Akademik Veri Yönetim Sistemi
ULTRASONICS SONOCHEMISTRY, cilt.56, ss.361-371, 2019 (SCI-Expanded)
In the present work, La-ZnO, Ho-ZnO and Ce-ZnO nanoparticles were synthesized by sonochemical method to use as catalysts in visible light photocatalysis, sono-photocatalysis and visible light sono-photocatalysis/membrane separation (SPMS) processes for degradation of an organic pollutant. The effect of doping source, mass ratio of doping source to the precursor of ZnO synthesis, pH, sonication temperature and time, and calcination temperature and time was investigated in visible light photocatalytic activity of the prepared lanthanides-doped ZnO nanoparticles using Taguchi design. The optimum conditions for the nanoparticles synthesis were obtained at 8 wt% of cerium nitrate, pH 10, sonication time for 1 hat 60 degrees C and calcination for 3 hat 300 degrees C. FE-SEM, EDS, XRD, PL and DRS analyzes were used to identify the characteristics of Ce-ZnO as the optimum catalyst. The CeZnO nanoparticles were used to remove Reactive Orange 29 (RO29) solution via sono-photocatalysis process under the visible light irradiation. The effect of initial pH of solution, catalyst dosage, light intensity (power of applied lamp(s)), initial concentrations of inorganic salts such as Na2CO3, NaCl and Na2SO4 on the decolorization efficiency was investigated.

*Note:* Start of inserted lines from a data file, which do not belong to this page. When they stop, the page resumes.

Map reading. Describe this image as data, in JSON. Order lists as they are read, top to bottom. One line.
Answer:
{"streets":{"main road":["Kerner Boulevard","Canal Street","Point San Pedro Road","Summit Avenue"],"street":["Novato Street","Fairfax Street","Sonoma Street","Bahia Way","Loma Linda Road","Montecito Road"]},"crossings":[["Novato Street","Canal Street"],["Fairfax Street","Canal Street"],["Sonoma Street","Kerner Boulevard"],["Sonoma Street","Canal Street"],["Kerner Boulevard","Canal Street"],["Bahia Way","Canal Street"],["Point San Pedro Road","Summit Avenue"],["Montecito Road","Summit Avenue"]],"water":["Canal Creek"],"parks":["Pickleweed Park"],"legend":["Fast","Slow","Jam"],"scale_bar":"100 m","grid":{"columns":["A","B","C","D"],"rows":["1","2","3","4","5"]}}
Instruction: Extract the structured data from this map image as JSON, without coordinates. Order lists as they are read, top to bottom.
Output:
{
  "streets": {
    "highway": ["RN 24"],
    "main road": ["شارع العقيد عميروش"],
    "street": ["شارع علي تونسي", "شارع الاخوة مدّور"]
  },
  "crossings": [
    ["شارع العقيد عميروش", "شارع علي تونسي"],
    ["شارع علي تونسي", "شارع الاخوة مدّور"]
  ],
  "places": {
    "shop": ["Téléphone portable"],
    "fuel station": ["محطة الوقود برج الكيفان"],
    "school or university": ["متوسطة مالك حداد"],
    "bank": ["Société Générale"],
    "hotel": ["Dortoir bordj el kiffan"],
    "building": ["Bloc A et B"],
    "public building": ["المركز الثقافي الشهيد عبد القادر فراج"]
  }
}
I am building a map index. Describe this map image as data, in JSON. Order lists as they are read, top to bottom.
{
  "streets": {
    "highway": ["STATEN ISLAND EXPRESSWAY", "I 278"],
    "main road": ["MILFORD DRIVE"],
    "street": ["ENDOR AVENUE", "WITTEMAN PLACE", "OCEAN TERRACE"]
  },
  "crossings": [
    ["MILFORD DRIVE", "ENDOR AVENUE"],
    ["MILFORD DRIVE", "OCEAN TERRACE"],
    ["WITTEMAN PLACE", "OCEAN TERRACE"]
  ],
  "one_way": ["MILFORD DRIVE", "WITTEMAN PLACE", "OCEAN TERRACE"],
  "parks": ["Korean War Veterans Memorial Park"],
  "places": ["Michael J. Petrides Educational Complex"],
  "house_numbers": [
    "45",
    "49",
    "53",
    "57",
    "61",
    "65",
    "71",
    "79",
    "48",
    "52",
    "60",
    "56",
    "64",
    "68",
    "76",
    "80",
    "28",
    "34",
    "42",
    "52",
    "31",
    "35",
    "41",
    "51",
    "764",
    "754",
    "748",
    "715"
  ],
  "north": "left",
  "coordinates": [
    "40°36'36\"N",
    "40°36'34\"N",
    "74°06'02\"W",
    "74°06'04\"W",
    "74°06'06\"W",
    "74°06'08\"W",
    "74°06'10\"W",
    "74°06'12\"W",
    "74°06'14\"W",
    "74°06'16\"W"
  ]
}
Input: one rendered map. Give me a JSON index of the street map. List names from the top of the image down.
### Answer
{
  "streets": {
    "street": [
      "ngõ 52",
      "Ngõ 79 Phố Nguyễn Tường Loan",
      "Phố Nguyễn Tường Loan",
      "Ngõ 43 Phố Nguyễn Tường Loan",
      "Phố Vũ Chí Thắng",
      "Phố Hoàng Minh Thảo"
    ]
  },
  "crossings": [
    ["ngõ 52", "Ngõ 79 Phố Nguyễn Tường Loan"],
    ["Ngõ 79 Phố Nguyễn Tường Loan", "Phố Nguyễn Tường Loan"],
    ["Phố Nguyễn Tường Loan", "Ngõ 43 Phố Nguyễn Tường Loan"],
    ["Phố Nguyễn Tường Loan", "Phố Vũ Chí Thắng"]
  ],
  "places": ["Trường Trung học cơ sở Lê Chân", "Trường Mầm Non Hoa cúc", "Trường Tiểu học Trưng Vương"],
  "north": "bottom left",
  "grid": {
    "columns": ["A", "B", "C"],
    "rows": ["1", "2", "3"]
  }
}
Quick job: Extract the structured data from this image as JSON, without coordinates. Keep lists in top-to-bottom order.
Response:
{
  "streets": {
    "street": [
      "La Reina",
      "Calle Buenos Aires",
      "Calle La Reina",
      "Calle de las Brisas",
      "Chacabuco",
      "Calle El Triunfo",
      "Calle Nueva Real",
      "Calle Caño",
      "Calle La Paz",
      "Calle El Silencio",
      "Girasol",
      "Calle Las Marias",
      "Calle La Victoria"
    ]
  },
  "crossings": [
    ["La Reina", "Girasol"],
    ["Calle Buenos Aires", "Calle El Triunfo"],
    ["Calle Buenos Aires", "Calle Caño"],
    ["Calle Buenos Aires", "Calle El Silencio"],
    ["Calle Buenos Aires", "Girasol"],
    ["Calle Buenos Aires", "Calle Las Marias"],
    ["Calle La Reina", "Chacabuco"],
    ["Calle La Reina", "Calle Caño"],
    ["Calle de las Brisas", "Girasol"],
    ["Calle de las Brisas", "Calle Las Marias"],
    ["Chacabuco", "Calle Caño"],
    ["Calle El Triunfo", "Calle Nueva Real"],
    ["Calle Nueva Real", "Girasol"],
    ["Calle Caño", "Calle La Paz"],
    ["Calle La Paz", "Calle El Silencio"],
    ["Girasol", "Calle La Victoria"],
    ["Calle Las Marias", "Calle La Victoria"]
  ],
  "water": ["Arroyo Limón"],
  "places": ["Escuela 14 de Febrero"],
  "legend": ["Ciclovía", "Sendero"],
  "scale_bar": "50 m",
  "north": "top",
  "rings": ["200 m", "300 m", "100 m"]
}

Finally, a continuous flow visible light SPMS reactor was used in the presence of Ce-ZnO catalyst and polypropylene hollow fiber membrane for treatment of dye solution. In the best conditions of SPMS reactor, 97.84% of dye removal was achieved. GC-Mass, COD and TOC analyses were used to approve degradation and mineralization of RO29 using the SPMS process. Moreover, the prepared Ce-ZnO nanocomposite was shown the favorable antibacterial behavior against positive and negative bacteria.